In April 1977, the government decided to transfer the regulatory functions of the domestic insurance industry to the Monetary Authority of Singapore, and then in September 1984, the government transferred the regulatory functions of the securities industry to it. On October 1, 2002, the Monetary Authority of Singapore merged with the Monetary Board, and the Monetary Authority has since assumed the function of currency issuance.
To put it simply, MAS is the Singapore version of the People's Bank of China + China Securities Regulatory Commission + China Banking Regulatory Commission + China Securities Regulatory Commission + China Insurance Regulatory Commission, and even occasionally plays a guest role in the National Development and Reform Commission. There is no doubt that this is a behemoth with great power.
Types of MAS Digital Banking License
There are two types of banking licenses involved under the Banking Act: DFB license and DWB license.
All types of banks
Under the Banking Act, all types of banks can conduct all banking activities including deposits, checking services and loans. While a full bank can conduct all Singapore dollar and non-Singapore dollar denominated banking business, a foreign bank with a full banking license can only operate a limited number of branches and automated teller machines (ATMs). However, the Qualified All Banks Program allows foreign banks to operate in more locations, share their ATM networks, and move their branches freely.
wholesale bank
Wholesale banks can do the same banking as regular banks, but they cannot do retail banking in Singapore dollars. They operate within the guidelines for wholesale banking operations issued by the Monetary Authority of Singapore (MAS). Licensed banks can apply to the HKMA for approval to operate Asian Currency Units (ACUs). This is the unit of account that banks use to record all foreign exchange transactions made in the Asian dollar market. Singapore dollar transactions of licensed banks are booked separately at their domestic banking divisions (DBU). The boundary between ACU and DBU will be removed.
Financial institutions can also operate as commercial banks under the Monetary Authority of Singapore Act. Commercial banks are governed by specific MAS regulations. Their scope of activities is generally narrower than that of licensed banks. However, commercial banks can also apply to MAS for approval to operate Asian currency units, thereby competing with licensed banks in the non-Singapore dollar banking market. The regime for commercial banks will be integrated into the Banking Act, so commercial banks will be licensed under the Banking Act rather than the MAS Act.
The HKMA will issue up to two "full-type digital bank" licenses and three "digital wholesale bank" licenses. These licenses allow entities, including non-bank financial institutions, to conduct digital banking in Singapore.

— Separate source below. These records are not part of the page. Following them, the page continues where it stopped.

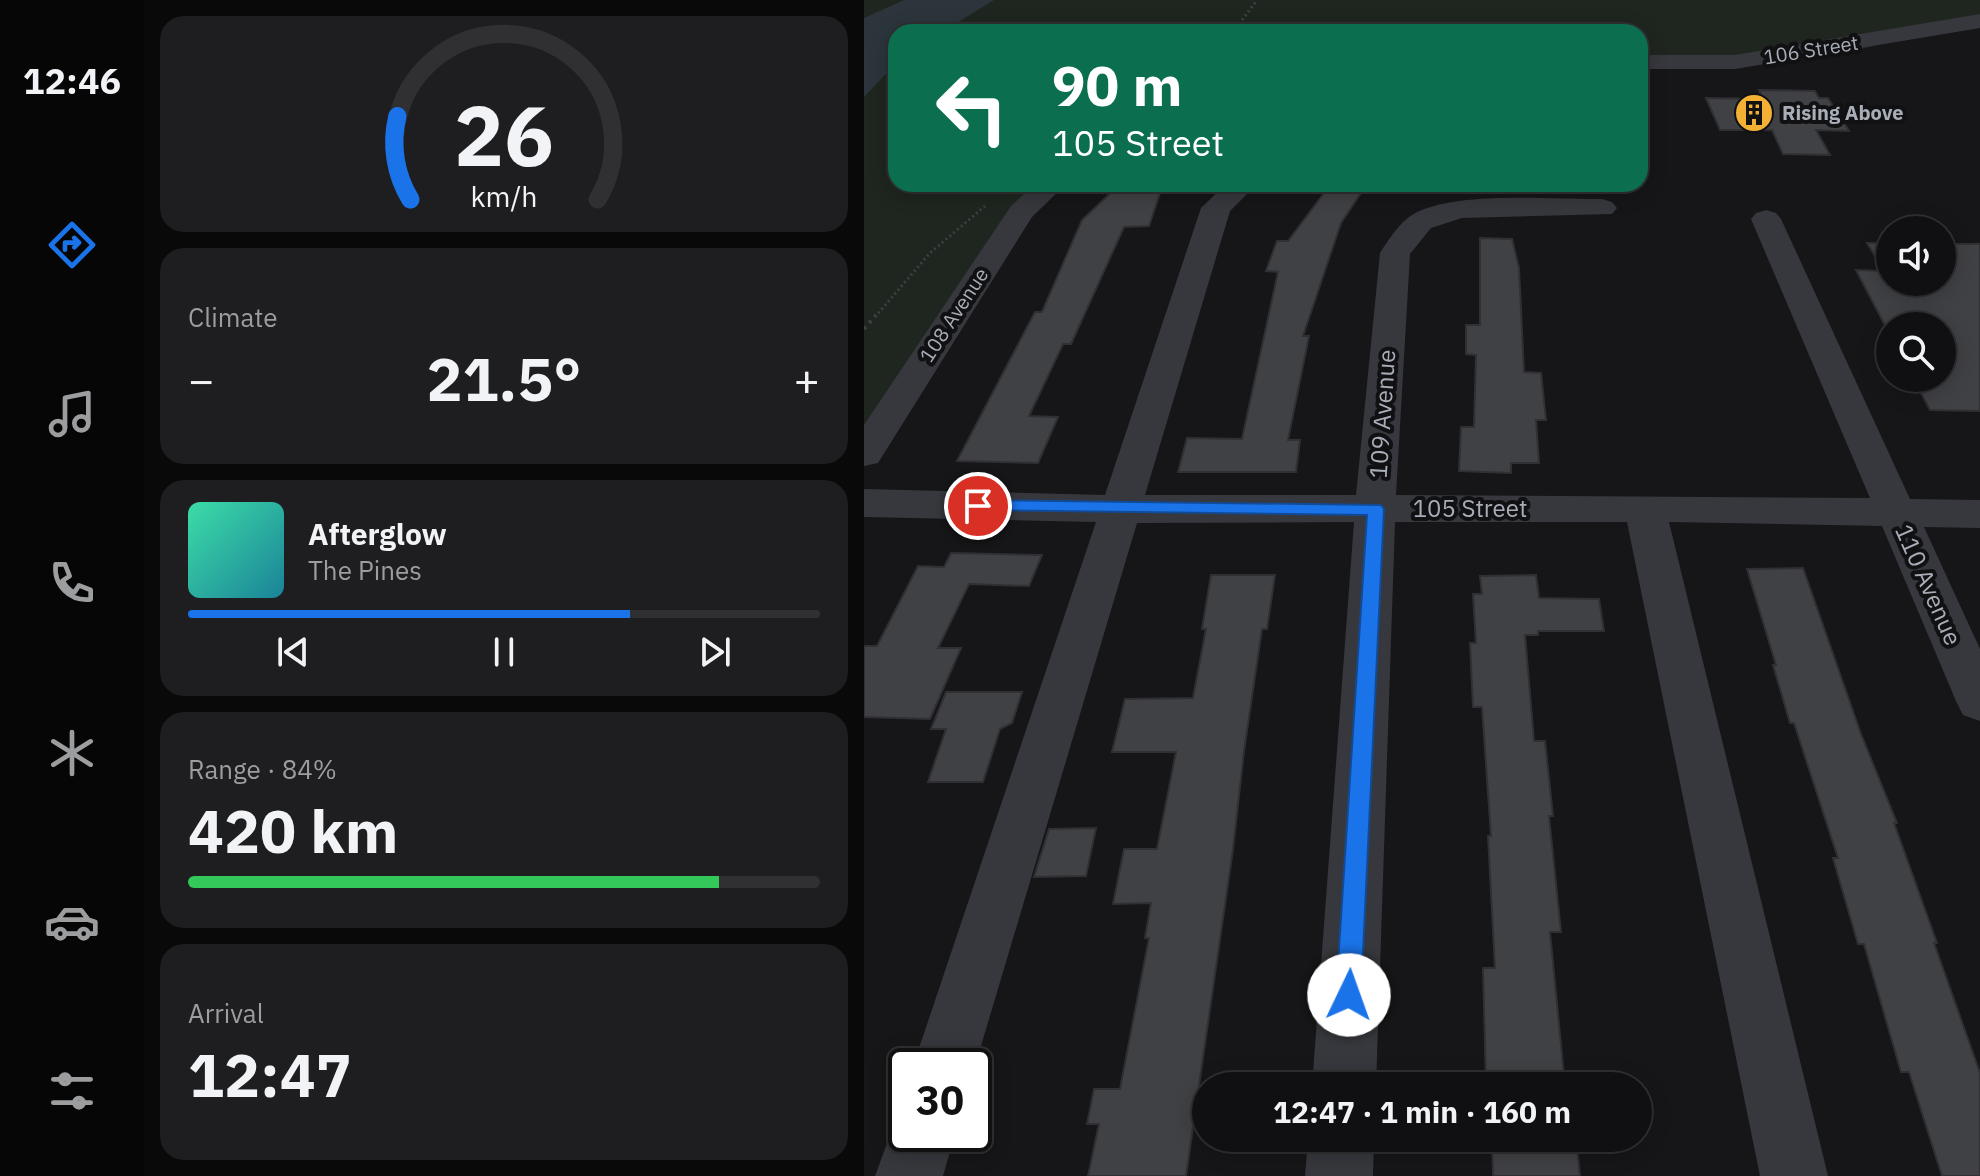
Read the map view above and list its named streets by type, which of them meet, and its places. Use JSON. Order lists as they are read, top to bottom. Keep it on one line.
{"streets":{"street":["106 Street","108 Avenue","109 Avenue","105 Street","110 Avenue"]},"crossings":[["109 Avenue","105 Street"],["105 Street","110 Avenue"]],"places":{"building":["Rising Above"]},"page":{"tabs":"12:46","turn":["90 m","105 Street"],"tile":["Climate",["Range · 84%","420 km"],["Arrival","12:47"]],"heat":["−","21.5°","+"],"song":["Afterglow","The Pines"],"limit":"30","trip":"12:47 · 1 min · 160 m","gauge":["26","km/h"]}}
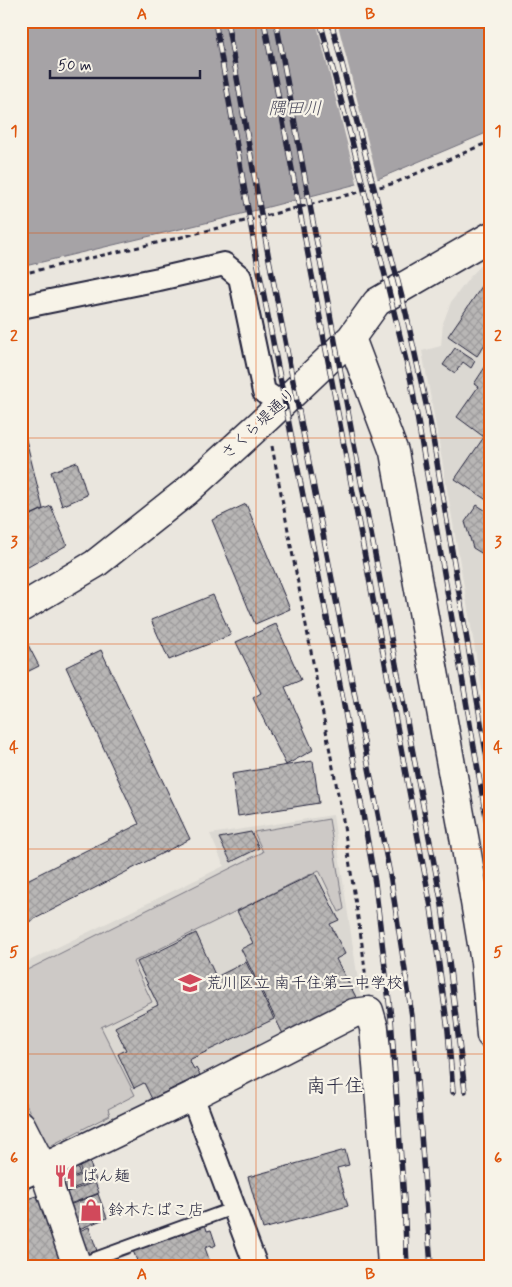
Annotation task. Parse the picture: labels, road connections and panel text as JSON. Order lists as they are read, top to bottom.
{
  "streets": {
    "street": ["さくら堤通り"]
  },
  "districts": ["南千住"],
  "water": ["隅田川"],
  "places": {
    "school or university": ["荒川区立 南千住第二中学校"],
    "restaurant": ["ばん麺"],
    "shop": ["鈴木たばこ店"]
  },
  "scale_bar": "50 m",
  "grid": {
    "columns": ["A", "B"],
    "rows": [
      "1",
      "2",
      "3",
      "4",
      "5",
      "6"
    ]
  }
}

The following table lists the banks and financial companies that have announced their applications for digital banking licenses.
Source: MAS announcement
MAS Digital Bank License Compliance Scope
Banks registered in Singapore are governed by the Banking Act and the Monetary Authority of Singapore Act (MAS Act). As the general regulator and supervisor of the financial services industry, MAS has the responsibility to supervise and regulate banks and their businesses. In addition to the Banking Act and the MAS Act and their subsidiary legislation, banks are also required to comply with circulars, circulars, guidelines, practice guidelines and codes issued by the MAS from time to time.
Regulatory Authority
Regulatory Authority
As far as the regulatory agency is concerned, all applicants are reviewed and supervised by the Banking Department under MAS. There are a large number of banks in Singapore, so the Banking Department is also the largest department under the MAS.

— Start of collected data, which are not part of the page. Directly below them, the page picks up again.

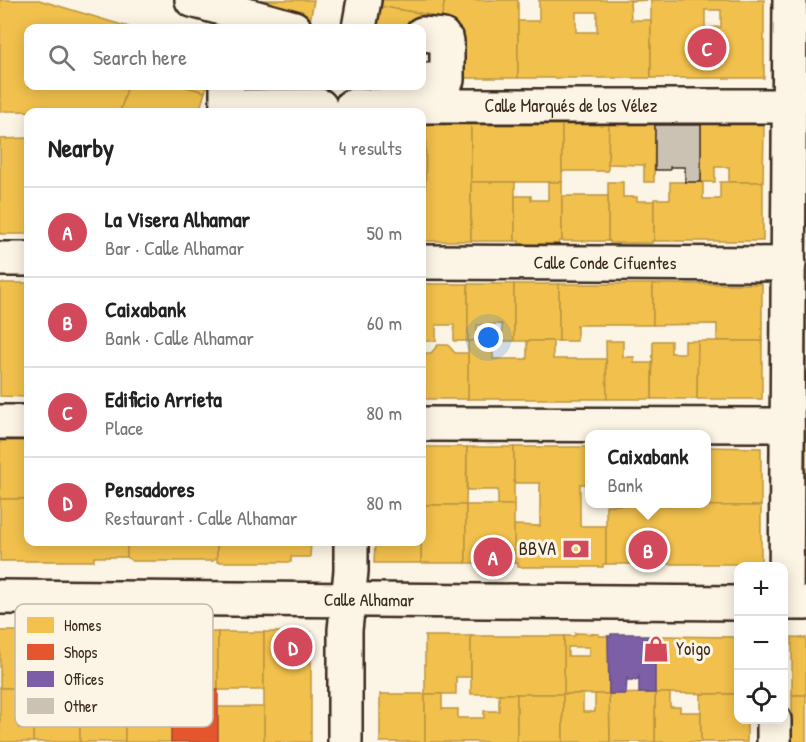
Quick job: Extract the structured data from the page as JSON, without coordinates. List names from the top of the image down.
{
  "streets": {
    "street": ["Calle Marqués de los Vélez", "Calle Conde Cifuentes", "Calle Alhamar"]
  },
  "places": {
    "bank": ["BBVA"],
    "shop": ["Yoigo"]
  },
  "legend": [
    "Homes",
    "Shops",
    "Offices",
    "Other"
  ],
  "page": {
    "search": "Search here",
    "pins": [
      "C",
      "B",
      "A",
      "D"
    ],
    "heading": ["Nearby", "4 results"],
    "list": [
      {
        "mark": "A",
        "name": "La Visera Alhamar",
        "note": "Bar · Calle Alhamar",
        "value": "50 m"
      },
      {
        "mark": "B",
        "name": "Caixabank",
        "note": "Bank · Calle Alhamar",
        "value": "60 m"
      },
      {
        "mark": "C",
        "name": "Edificio Arrieta",
        "note": "Place",
        "value": "80 m"
      },
      {
        "mark": "D",
        "name": "Pensadores",
        "note": "Restaurant · Calle Alhamar",
        "value": "80 m"
      }
    ],
    "popup": ["Caixabank", "Bank"],
    "map_buttons": ["+", "−"]
  }
}
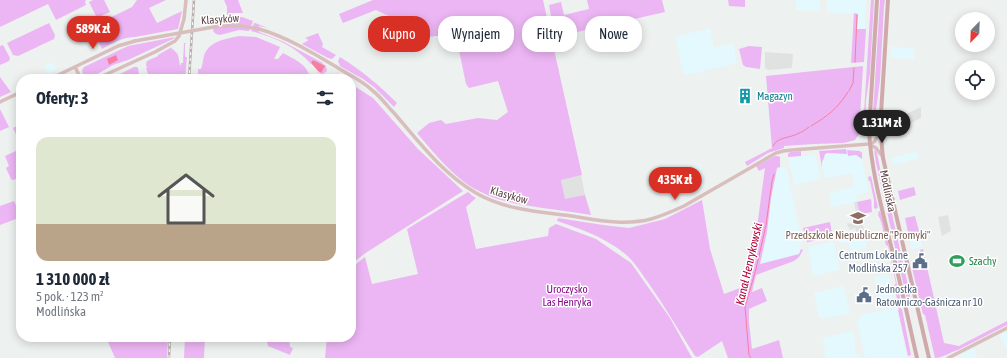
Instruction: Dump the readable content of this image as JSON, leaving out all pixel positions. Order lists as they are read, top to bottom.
{
  "streets": {
    "main road": ["Modlińska"],
    "street": ["Klasyków"]
  },
  "crossings": [
    ["Klasyków", "Modlińska"]
  ],
  "water": ["Kanał Henrykowski"],
  "parks": ["Uroczysko Las Henryka"],
  "places": {
    "building": ["Magazyn"],
    "school or university": ["Przedszkole Niepubliczne \"Promyki\""],
    "public building": ["Centrum Lokalne Modlińska 257", "Jednostka Ratowniczo-Gaśnicza nr 10"],
    "sports": ["Szachy"]
  },
  "north": "bottom left",
  "page": {
    "price": ["589K zł", "1.31M zł", "435K zł"],
    "chip": [
      "Kupno",
      "Wynajem",
      "Filtry",
      "Nowe"
    ],
    "heading": "Oferty: 3",
    "list": [
      {
        "name": "1 310 000 zł",
        "note": "5 pok. · 123 m² · Modlińska"
      }
    ]
  }
}
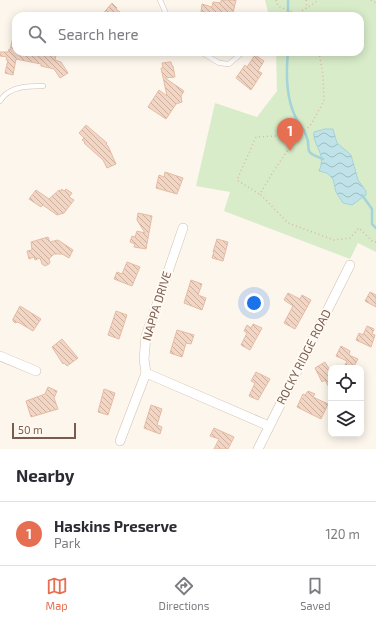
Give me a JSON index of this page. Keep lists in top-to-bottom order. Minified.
{"streets":{"street":["NAPPA DRIVE","ROCKY RIDGE ROAD"]},"scale_bar":"50 m","page":{"search":"Search here","pins":"1","scale":"50 m","heading":"Nearby","list":[{"mark":"1","name":"Haskins Preserve","note":"Park","value":"120 m"}],"nav":["Map","Directions","Saved"]}}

Commercial banks in Singapore are divided into three categories. The first category is all types of banks. This type of banking business is comprehensive and has few restrictions. It can provide various deposit and loan businesses, foreign exchange transactions, etc. to customers in Singapore and abroad. The second category is restricted banks. This type of bank cannot set up branches, does not accept savings deposits, and only accepts time deposits. The minimum amount for each transaction is 250,000 Singapore dollars. The third category is offshore banks, which can only engage in foreign exchange transactions and are not allowed to open new currency deposit accounts. The Banking Office supervises banks according to their countries. Business personnel, in order to cooperate with relevant departments in the Banking Department, bank credit can be effectively supervised, and capital markets can penetrate each other.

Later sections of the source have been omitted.